By Pauly Denetclaw:

Tears slowly built up behind my lashes as I explained to the group how I had almost wrecked that week’s radio show. The eyes of disappointment looked back at me while I explained my side of the story and it was hard to keep the tears from falling. I hate the feeling of failing, especially failing the people I’ve come to care about and respect. They were all counting on me and I let them down.

It was all my fault and I knew I messed up. Letting people see me truly vulnerable is difficult for me. I hide behind layers and layers to protect my shaky self-esteem. I overcompensate for skills I don’t have, to prove I’m good enough, and that was the problem.  

I didn’t call Kamaria for help. I didn’t tell Jason I was losing control. I didn’t call Roberta and tell her I wasn’t prepared for this—I just kept going even though I knew I couldn’t pull the show together. Audition wasn’t working correctly, the bed music didn’t sound right, the timing was off and I was too guarded to admit I couldn’t handle it.

I’ve always had problems with asking for help, but it never hurt anyone except for me. This time I needed to ask for help because others would be impacted by my actions. There’s a reason I didn’t play team sports or like working in groups for school projects. Having people count on me hasn’t always ended well.

During this radio production, all the bad aspects of my personality came out and now it was time to confront them. Roberta, the director for Generation Justice, looked at me and asked why I didn’t ask for help. I didn’t have an answer. I just looked to the ground and said “I don’t know.”

She continued to talk with me about the barriers I create with people when I’m asked about my abilities. Roberta was referencing my nature of abruptly ending conversations that were about my skill set.  After hearing this I took a moment to think about why I created a barrier between other people and myself.

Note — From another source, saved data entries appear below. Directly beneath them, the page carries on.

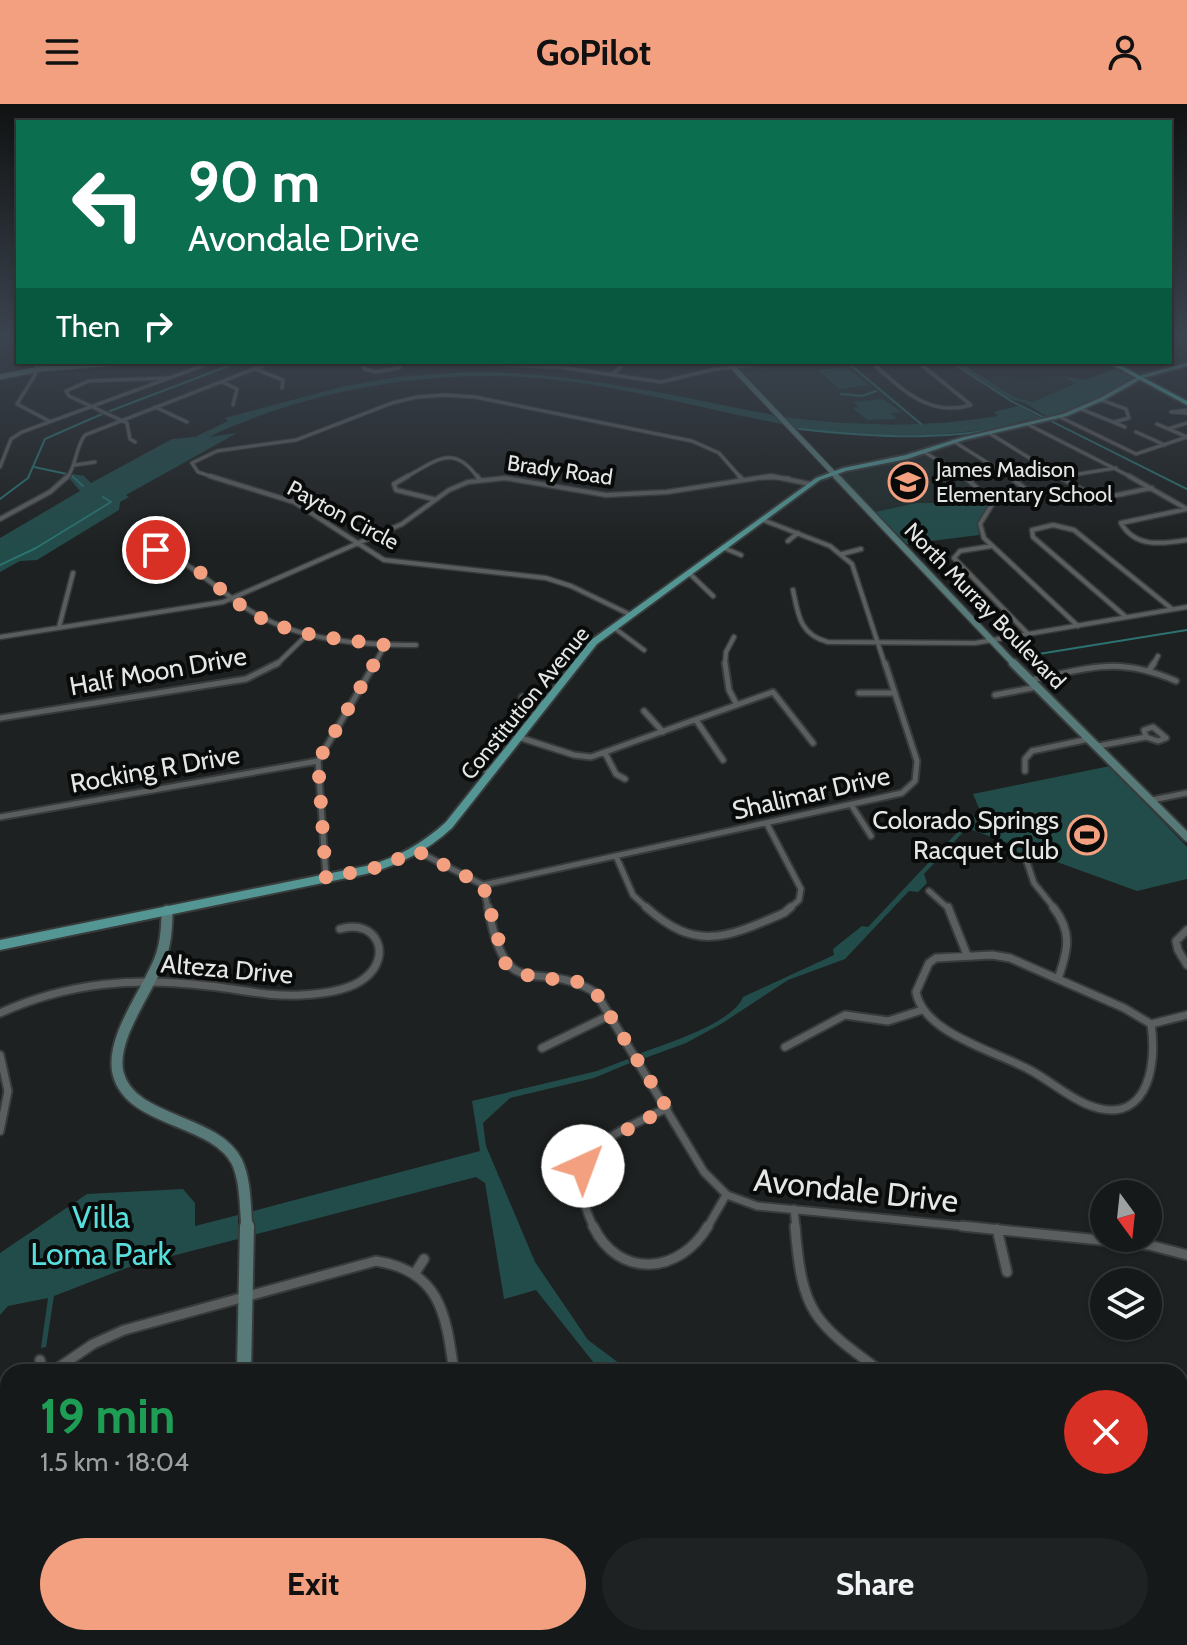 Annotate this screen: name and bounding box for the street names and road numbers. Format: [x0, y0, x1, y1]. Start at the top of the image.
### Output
street label: Brady Road [505, 449, 615, 491]
street label: Payton Circle [283, 474, 403, 556]
street label: North Murray Boulevard [899, 517, 1071, 695]
street label: Constitution Avenue [455, 621, 595, 785]
street label: Half Moon Drive [67, 640, 249, 702]
street label: Rocking R Drive [68, 738, 242, 800]
street label: Shalimar Drive [729, 759, 893, 827]
street label: Alteza Drive [159, 947, 295, 991]
street label: Avondale Drive [752, 1160, 960, 1220]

It was because I felt like I still needed to prove myself in everything I did. It was the voice of internal oppression telling me “you’re not good enough to be here,” “you’re worthless,” and “you need to work harder.” I was trapped in a box created by historical trauma and I carry that in me.

Roberta reminded me that I need to be aware of it but not let it hinder me. For so long it has controlled my every move. I almost didn’t apply for the Generation Justice fellowship because I didn’t think I would compete with the other candidates. I didn’t ask for help because that meant I wasn’t smart enough to figure it out. I had this voice telling me that I had to continually assert my competence.

Then Roberta said something I’ll never forget. She looked me in the eyes and with an open heart said “you don’t have anything to prove.” Suddenly I had this immense sense of relief. I really didn’t have anything to prove.

Having to ask questions and for help doesn’t mean I’m incompetent. It means I care about the quality of my work and doing it right the first time. Being able to communicate openly with people makes my job and their job easier.

Before this difficult conversation with Roberta I didn’t feel comfortable with the vulnerability that comes with asking for help or a question.  Now every time I have those moments where I want to push people away because I “can” handle it, I remember what she said to me.